Material for the task:
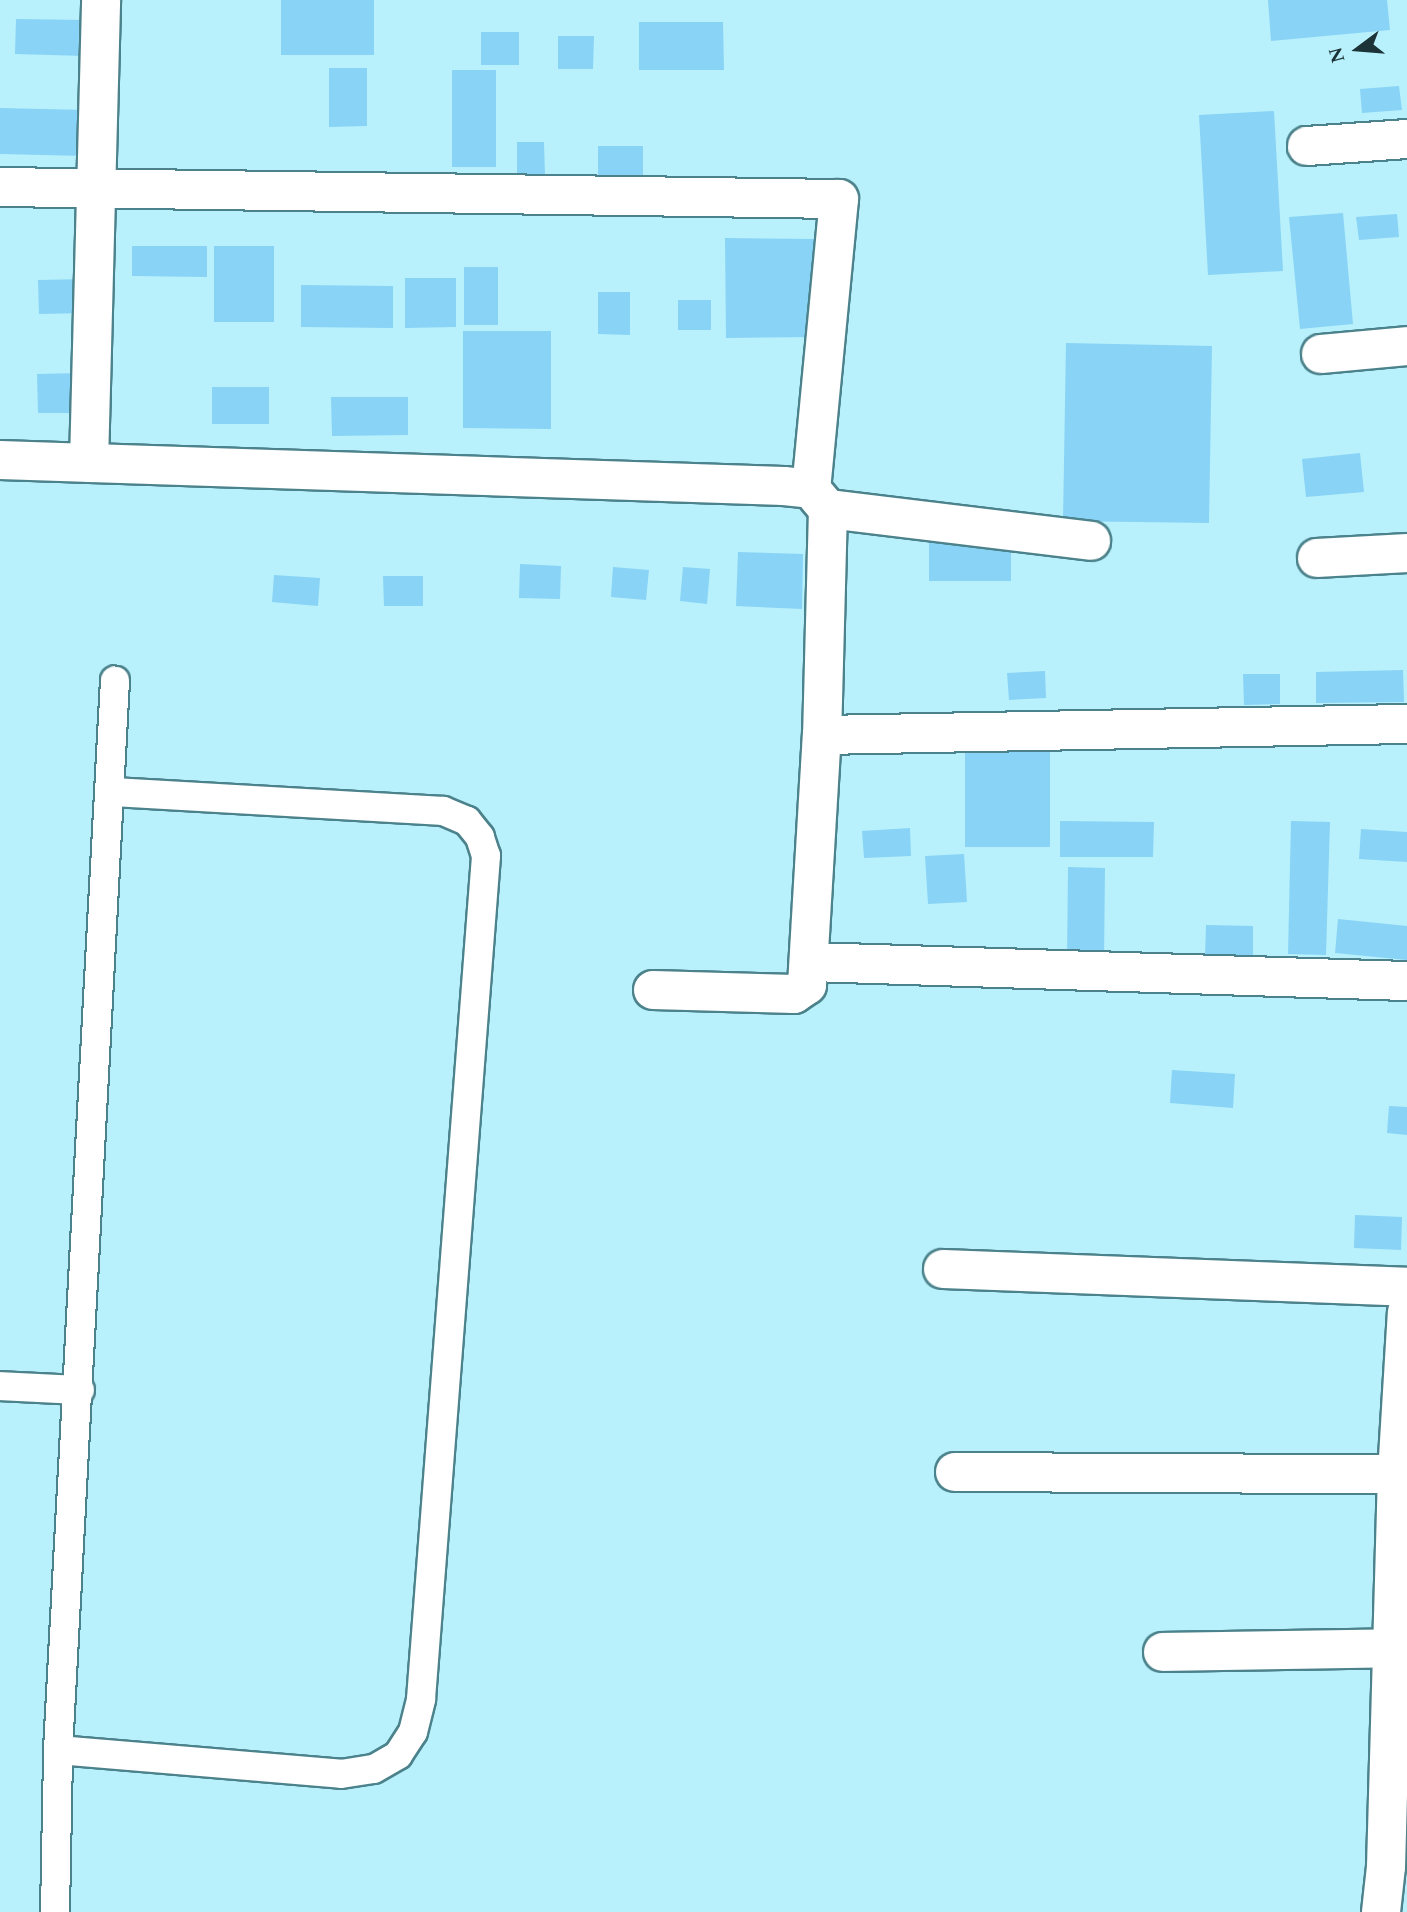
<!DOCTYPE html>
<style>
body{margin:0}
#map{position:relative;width:1407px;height:1912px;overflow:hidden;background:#b8f1fb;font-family:Spectral,serif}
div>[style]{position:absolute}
.building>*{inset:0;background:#89d3f6}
.roads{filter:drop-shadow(2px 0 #4c828b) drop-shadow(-2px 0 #4c828b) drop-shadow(0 2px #4c828b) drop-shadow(0 -2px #4c828b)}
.service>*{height:28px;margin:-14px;padding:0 14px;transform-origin:14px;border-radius:14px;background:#fff}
.minor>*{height:38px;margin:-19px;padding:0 19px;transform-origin:19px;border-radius:19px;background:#fff}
span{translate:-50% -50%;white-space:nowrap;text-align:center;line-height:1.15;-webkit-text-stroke:5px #b8f1fb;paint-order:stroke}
.north{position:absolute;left:1323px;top:14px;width:70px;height:70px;-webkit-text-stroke:5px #b8f1fb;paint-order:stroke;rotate:254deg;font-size:19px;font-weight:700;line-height:28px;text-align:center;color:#1c3337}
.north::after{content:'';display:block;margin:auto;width:24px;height:32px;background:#1c3337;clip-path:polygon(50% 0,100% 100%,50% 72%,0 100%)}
</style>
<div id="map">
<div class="building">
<i style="clip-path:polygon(281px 0,374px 0,374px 55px,281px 55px)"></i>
<i style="clip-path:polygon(1268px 0,1387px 0,1390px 30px,1271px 41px)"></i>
<i style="clip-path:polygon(16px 19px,85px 20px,85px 56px,15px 54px)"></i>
<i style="clip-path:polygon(639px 22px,723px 22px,724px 70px,639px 70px)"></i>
<i style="clip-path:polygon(481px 32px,519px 32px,519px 65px,481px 65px)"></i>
<i style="clip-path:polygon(558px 36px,594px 36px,593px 69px,558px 69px)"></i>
<i style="clip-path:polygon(329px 68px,367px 68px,367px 126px,329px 127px)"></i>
<i style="clip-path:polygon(452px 70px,496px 70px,496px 167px,452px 167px)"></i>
<i style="clip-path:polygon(1399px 86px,1402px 110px,1362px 113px,1360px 89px)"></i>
<i style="clip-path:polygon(0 108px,86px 110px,86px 156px,0 154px)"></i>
<i style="clip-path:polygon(1274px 111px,1283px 271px,1208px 275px,1199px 115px)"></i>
<i style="clip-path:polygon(517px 142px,544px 142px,545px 176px,517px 175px)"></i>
<i style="clip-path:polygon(598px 146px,643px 146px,643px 177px,598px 176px)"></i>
<i style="clip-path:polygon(1343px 213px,1353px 324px,1300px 329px,1289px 217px)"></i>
<i style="clip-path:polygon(1397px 214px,1399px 237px,1359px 240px,1356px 217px)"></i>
<i style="clip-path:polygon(725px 238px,816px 239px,817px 337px,726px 338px)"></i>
<i style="clip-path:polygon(132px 246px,207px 246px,207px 277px,132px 276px)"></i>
<i style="clip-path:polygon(214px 246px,274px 246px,274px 322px,214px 322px)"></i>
<i style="clip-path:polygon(464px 267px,498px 267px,498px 325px,464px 325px)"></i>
<i style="clip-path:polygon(405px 278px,456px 278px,456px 327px,405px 328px)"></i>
<i style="clip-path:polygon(88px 279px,88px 313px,39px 314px,38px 280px)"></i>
<i style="clip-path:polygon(301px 285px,393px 286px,393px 328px,301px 327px)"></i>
<i style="clip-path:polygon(598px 292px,630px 292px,630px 335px,598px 334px)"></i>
<i style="clip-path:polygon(678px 300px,711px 300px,711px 330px,678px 330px)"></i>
<i style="clip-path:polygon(463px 331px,551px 331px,551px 429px,463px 428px)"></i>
<i style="clip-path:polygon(1066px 343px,1212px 346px,1209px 523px,1063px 521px)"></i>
<i style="clip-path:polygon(81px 373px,82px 413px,38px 413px,37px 374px)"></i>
<i style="clip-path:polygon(212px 387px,269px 387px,269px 424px,212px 424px)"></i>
<i style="clip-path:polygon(331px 397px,408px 397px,408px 435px,332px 436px)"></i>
<i style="clip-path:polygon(1360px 453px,1364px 492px,1306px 497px,1302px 459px)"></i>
<i style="clip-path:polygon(929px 538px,1011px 539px,1011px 581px,929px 581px)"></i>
<i style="clip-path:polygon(738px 552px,803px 554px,802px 609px,736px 606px)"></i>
<i style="clip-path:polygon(520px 564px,561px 566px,560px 599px,519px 598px)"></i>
<i style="clip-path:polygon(613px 567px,649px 570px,646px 600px,611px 597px)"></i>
<i style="clip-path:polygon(683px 567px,710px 569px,707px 604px,680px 601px)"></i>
<i style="clip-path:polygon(274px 575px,320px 578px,318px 606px,272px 602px)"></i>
<i style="clip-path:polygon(383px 576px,423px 576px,423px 606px,384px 606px)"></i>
<i style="clip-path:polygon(1403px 670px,1404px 702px,1316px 703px,1316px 672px)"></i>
<i style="clip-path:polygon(1045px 671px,1046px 698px,1009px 700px,1007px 673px)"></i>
<i style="clip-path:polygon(1243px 674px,1280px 674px,1280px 704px,1244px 705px)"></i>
<i style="clip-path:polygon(965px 751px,1050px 751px,1050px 847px,965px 847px)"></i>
<i style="clip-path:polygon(1060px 821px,1154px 822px,1153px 857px,1060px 857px)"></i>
<i style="clip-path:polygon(1291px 821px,1330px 822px,1326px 955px,1288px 954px)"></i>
<i style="clip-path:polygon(910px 828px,911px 856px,864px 858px,862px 831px)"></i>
<i style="clip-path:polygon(1361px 829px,1407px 832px,1407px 862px,1359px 859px)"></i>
<i style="clip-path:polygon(964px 854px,967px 902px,928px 904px,925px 856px)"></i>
<i style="clip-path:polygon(1068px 867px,1105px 868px,1104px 962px,1067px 962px)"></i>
<i style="clip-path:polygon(1338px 919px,1407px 926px,1407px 960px,1335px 953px)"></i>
<i style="clip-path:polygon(1206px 925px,1253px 926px,1253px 958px,1205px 957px)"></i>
<i style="clip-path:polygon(1172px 1070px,1235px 1074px,1233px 1108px,1170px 1103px)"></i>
<i style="clip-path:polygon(1389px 1106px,1407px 1107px,1407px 1135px,1387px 1133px)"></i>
<i style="clip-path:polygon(1355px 1215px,1402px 1217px,1401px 1250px,1354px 1248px)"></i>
</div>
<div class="roads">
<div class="service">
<i style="left:0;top:1386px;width:80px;rotate:2.9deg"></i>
<i style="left:58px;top:1750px;width:284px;rotate:4.8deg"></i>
<i style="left:341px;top:1774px;width:33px;rotate:-9deg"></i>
<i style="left:374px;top:1769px;width:28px;rotate:-30deg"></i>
<i style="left:398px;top:1755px;width:27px;rotate:-57deg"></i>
<i style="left:413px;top:1732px;width:34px;rotate:-76deg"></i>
<i style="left:421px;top:1699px;width:846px;rotate:-85.59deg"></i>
<i style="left:486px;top:856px;width:20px;rotate:-108deg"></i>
<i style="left:480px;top:837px;width:21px;rotate:-129deg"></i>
<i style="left:467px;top:821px;width:26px;rotate:-157deg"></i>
<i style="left:443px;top:811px;width:334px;rotate:-176.7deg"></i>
<i style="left:55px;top:1912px;width:162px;rotate:-88.9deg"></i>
<i style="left:58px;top:1750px;width:1071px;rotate:-86.95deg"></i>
</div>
<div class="minor">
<i style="left:1307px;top:146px;width:100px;rotate:-4deg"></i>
<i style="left:0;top:187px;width:839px;rotate:0.82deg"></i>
<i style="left:839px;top:199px;width:291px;rotate:95.5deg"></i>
<i style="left:1321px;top:354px;width:86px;rotate:-5.3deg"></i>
<i style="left:0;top:460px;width:784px;rotate:1.9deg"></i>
<i style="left:784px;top:486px;width:27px;rotate:6deg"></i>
<i style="left:811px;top:489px;width:26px;rotate:50deg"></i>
<i style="left:828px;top:509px;width:226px;rotate:91.5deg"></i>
<i style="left:822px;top:735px;width:585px;rotate:-1.08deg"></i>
<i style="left:89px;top:463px;width:463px;rotate:-88.5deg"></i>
<i style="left:828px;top:509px;width:265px;rotate:6.9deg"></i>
<i style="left:1317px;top:558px;width:90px;rotate:-3.2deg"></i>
<i style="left:811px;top:962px;width:596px;rotate:1.83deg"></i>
<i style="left:653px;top:990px;width:141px;rotate:1.6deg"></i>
<i style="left:794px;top:994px;width:16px;rotate:-35deg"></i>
<i style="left:807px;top:985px;width:250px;rotate:-86.6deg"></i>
<i style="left:943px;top:1269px;width:464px;rotate:2.2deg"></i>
<i style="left:955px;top:1472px;width:452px;rotate:0.3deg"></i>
<i style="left:1163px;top:1652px;width:244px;rotate:-0.9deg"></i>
<i style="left:1381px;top:1912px;width:45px;rotate:-83.7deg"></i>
<i style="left:1386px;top:1867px;width:393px;rotate:-88.4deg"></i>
<i style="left:1397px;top:1474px;width:162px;rotate:-86.5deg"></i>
</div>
</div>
<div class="north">N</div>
</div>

Work order: Write out, word for word, the lines from the start of the data through the one holding "0 #4c828b) drop-shadow(-2px". Omit pictures.

Problem solution:
<!DOCTYPE html>
<style>
body{margin:0}
#map{position:relative;width:1407px;height:1912px;overflow:hidden;background:#b8f1fb;font-family:Spectral,serif}
div>[style]{position:absolute}
.building>*{inset:0;background:#89d3f6}
.roads{filter:drop-shadow(2px 0 #4c828b) drop-shadow(-2px 0 #4c828b) drop-shadow(0 2px #4c828b) drop-shadow(0 -2px #4c828b)}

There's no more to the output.